● ASSIGNMENT: Only one stretch of the records below is wanted: the lines from the one holding "display:flex; align-items:center; gap:14px;" through the one holding "font-size:30px; font-weight:700; line-height:1.1". Return it exactly, both ends included.

● RECORDS FOR THIS TASK:
........

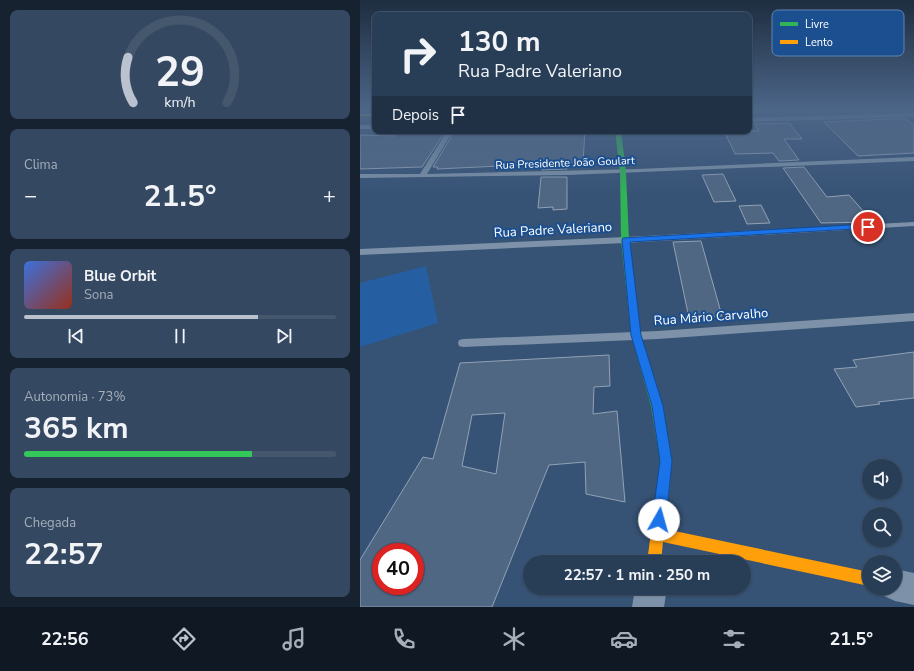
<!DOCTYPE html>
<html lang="pt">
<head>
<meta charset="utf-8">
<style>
  :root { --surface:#283e57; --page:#344961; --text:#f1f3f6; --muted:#a5aeba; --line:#44576d; --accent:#b9c2ce }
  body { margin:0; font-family:"Nunito Sans",sans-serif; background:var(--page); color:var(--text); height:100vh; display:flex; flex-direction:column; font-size:15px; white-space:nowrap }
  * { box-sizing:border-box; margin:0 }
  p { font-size:13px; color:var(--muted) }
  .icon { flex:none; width:22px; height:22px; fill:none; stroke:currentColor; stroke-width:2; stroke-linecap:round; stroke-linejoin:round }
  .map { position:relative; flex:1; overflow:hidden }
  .drawer { display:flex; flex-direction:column; gap:10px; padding:10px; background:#162230; width:360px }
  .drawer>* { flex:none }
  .hud { position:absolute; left:12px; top:12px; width:380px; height:122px; border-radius:8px; box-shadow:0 1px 3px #0004,0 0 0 1px var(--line); background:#283e57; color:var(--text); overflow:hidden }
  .controls { position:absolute; left:502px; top:459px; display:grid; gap:8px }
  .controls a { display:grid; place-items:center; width:40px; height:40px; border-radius:50%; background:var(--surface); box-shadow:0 1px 3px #0004,0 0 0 1px var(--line); font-size:20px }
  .speed { position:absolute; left:12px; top:543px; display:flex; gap:8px; font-size:20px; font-weight:700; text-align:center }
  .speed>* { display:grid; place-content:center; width:52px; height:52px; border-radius:50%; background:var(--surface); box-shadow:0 1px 3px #0004,0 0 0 1px var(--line); line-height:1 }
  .speed .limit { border:6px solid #d22; background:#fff; color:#111 }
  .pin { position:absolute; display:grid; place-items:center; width:34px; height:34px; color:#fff; margin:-17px; border:2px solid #fff; border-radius:50%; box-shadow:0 1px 4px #0007 }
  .me { position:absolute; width:44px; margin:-22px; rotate:7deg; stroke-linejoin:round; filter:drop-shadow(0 0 3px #0008) }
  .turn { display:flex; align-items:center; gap:14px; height:84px; padding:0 20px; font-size:18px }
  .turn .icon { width:52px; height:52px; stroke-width:2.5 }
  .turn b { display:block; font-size:28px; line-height:34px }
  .then { display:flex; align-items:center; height:38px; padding:0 20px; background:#0003; gap:8px; font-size:15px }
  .big { font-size:30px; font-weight:700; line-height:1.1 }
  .drawer .widget { flex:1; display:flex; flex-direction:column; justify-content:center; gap:6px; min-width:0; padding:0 14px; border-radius:8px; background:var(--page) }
  .drawer .dial { align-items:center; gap:0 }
  .dial svg { height:104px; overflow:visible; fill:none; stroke:var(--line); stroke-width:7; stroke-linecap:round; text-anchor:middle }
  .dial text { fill:var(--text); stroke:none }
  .song { display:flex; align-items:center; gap:12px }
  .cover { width:48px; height:48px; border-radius:6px; background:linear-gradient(135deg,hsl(220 70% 55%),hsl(10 70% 35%)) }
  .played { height:4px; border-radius:2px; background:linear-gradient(90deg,var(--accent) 75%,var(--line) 75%) }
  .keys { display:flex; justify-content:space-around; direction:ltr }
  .heat { display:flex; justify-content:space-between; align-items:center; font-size:22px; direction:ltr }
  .charge { height:6px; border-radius:3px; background:linear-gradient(90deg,#34c759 73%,var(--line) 0) }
  .trip { position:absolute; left:163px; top:555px; width:228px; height:40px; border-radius:20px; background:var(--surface); box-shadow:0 1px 3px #0004,0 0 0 1px var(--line); font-weight:700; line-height:40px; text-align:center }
  .dock { display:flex; height:64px; justify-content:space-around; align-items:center; background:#101923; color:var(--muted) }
  .dock .icon { width:28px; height:28px }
  .dock .on { color:var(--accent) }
  .dock b { font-size:18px; color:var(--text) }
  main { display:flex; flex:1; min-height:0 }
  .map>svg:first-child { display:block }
  .green { fill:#265fa1 }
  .building { fill:#506783; stroke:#92a2b6; fill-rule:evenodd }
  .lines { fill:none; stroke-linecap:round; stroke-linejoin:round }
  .lane { fill:#7d92a8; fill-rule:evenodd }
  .street { fill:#7d92a8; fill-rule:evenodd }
  .fast { fill:#30b455; fill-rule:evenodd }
  .slow { fill:#ff9f0a; fill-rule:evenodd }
  .route { fill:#1a73e8; stroke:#114b97 }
  .labels { text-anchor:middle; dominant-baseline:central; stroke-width:4; stroke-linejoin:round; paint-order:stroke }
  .far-street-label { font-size:11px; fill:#fff; stroke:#1b4f8f }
  .street-label { font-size:13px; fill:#fff; stroke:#1b4f8f }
  .key { fill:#1b4f8f; stroke:#5f84b1; stroke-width:1 }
  .key-label { font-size:11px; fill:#fff }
</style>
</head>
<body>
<main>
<section class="drawer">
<div class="widget dial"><svg viewBox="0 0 100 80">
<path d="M14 69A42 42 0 1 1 86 69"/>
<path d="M14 69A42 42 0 0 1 10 34" stroke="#b9c2ce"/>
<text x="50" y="56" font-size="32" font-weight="700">29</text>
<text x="50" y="72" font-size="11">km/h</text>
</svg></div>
<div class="widget"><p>Clima</p>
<div class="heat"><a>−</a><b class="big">21.5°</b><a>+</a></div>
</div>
<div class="widget">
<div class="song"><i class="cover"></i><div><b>Blue Orbit</b><p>Sona</p></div></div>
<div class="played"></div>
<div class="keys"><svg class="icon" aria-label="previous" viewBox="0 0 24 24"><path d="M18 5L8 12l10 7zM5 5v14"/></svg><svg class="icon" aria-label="pause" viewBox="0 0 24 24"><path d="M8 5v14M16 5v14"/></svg><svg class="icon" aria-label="next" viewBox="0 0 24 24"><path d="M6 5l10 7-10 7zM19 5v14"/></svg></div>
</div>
<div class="widget"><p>Autonomia · 73%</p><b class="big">365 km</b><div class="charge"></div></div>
<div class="widget"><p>Chegada</p><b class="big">22:57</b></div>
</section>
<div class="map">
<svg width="554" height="607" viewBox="0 0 554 607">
  <rect width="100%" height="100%" fill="#365274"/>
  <path class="green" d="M66 266 78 323 0 347V283Z"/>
  <g class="building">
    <path d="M529 119H546L554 125V153L498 156 464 122Z"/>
    <path d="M429 123 442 139H424L439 160 419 161 413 153 375 154 364 131H399L394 124Z"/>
    <path d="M142 131H225L223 162 207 163V169L182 170V164L77 169 78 167H73L94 132Z"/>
    <path d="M77 133H84L62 167 0 169V135L34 136 36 134Z"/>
    <path d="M444 167 467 197 489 195 513 222 461 223 423 168Z"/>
    <path d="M363 174 376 201 354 202 342 175Z"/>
    <path d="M181 177H207V209L193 210V207L178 208Z"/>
    <path d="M401 205 410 223 387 224 379 206Z"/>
    <path d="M341 241 362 316 329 318 313 242Z"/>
    <path d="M554 352V398L518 402 520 404 496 407 474 369 497 367 493 360Z"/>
    <path d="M249 355 250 386 234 387 233 414 257 411 265 502 226 494 225 462 189 465 132 607H0V560L63 457 73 459 100 363ZM145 413 136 474 102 466 112 415ZM21 552H55V586H21Z"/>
  </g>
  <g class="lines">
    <g class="lane">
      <path d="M554 113V117L389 122V118Z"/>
      <rect x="0" y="125" width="15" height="4"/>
      <path d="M87 131H93L67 174 277 169 554 157V161L208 175 0 178V174H60Z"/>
      <path d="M554 222V226L265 243 0 255V249L265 237Z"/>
      <path d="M554 313V321L298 339 103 347 99 346 98 343 99 340 103 339 298 331Z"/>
    </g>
    <g class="street">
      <path d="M535 569 554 573V605L535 601 524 596 520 588H535Z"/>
      <path d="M275 588H307L304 607H272Z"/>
    </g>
    <path class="fast" d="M255 131H261L266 172 269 240 281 335 303 406 312 461 310 481 309 486 304 487 299 486 298 481 300 461 291 406 271 335 261 240 260 172Z"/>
    <g class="slow">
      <path d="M551 110H554V112Z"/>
      <rect x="0" y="114" width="15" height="2"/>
      <path d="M304 475 309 476 310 481 305 529 509 572V586L303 542 301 562H287L298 481 299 476Z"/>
    </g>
  </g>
  <linearGradient id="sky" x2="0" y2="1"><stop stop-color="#1e2d40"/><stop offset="0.56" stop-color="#4c6688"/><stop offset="1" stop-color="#4c6688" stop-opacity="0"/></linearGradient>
  <rect width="554" height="195" fill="url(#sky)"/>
  <path class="route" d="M508 224 512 227 511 228 270 242 281 335 303 406 312 461 306 520 304 524 299 526 294 524 292 520 300 461 292 406 271 335 262 240 263 238Z"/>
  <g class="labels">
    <g class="far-street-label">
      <text transform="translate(205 163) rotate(-2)">Rua Presidente João Goulart</text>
    </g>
    <g class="street-label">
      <text transform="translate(193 230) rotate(-3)">Rua Padre Valeriano</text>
      <text transform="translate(351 317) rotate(-4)">Rua Mário Carvalho</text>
    </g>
  </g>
  <rect x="412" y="10" width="132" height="46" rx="6" class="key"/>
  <rect x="420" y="22" width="18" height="4" fill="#30b455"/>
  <rect x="420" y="40" width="18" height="4" fill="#ff9f0a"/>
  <g class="key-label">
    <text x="445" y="28">Livre</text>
    <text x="445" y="46">Lento</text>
  </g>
</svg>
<div class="controls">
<a><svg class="icon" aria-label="sound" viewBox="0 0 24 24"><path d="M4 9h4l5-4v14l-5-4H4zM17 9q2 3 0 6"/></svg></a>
<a><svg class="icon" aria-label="search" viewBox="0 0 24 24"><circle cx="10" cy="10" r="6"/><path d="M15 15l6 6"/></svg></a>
<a><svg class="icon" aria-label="layers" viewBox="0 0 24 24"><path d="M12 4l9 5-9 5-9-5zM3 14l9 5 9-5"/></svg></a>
</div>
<div class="speed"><div class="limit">40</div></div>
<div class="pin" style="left:508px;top:227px;background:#d93025"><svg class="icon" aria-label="arrive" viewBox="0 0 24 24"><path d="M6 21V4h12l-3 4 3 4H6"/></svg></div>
<svg class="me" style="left:299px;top:520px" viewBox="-20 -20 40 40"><circle r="19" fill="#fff"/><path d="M0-13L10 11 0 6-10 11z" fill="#1a73e8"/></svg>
<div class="trip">22:57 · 1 min · 250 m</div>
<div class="hud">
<div class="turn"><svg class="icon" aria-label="right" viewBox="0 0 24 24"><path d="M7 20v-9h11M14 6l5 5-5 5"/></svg><div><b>130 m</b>Rua Padre Valeriano</div></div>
<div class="then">Depois<svg class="icon" aria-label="arrive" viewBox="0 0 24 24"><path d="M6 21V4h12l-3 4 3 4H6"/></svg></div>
</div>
</div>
</main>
<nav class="dock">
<b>22:56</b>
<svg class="icon on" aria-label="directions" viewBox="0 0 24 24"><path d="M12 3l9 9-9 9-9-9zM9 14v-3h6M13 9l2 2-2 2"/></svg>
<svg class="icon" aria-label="music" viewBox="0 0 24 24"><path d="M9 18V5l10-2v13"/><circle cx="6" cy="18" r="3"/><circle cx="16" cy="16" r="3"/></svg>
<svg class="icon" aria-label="phone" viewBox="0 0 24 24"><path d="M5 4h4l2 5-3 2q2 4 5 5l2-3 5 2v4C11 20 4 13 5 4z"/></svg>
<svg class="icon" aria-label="climate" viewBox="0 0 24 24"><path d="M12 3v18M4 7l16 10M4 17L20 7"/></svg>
<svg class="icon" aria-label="car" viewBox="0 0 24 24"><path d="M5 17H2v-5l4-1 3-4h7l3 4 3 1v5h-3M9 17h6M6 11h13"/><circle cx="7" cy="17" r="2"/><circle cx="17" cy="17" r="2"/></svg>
<svg class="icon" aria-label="filters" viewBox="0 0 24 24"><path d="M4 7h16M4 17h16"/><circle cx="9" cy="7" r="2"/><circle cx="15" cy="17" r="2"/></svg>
<b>21.5°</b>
</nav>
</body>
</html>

........

● RESULT OF THIS TASK:
  .turn { display:flex; align-items:center; gap:14px; height:84px; padding:0 20px; font-size:18px }
  .turn .icon { width:52px; height:52px; stroke-width:2.5 }
  .turn b { display:block; font-size:28px; line-height:34px }
  .then { display:flex; align-items:center; height:38px; padding:0 20px; background:#0003; gap:8px; font-size:15px }
  .big { font-size:30px; font-weight:700; line-height:1.1 }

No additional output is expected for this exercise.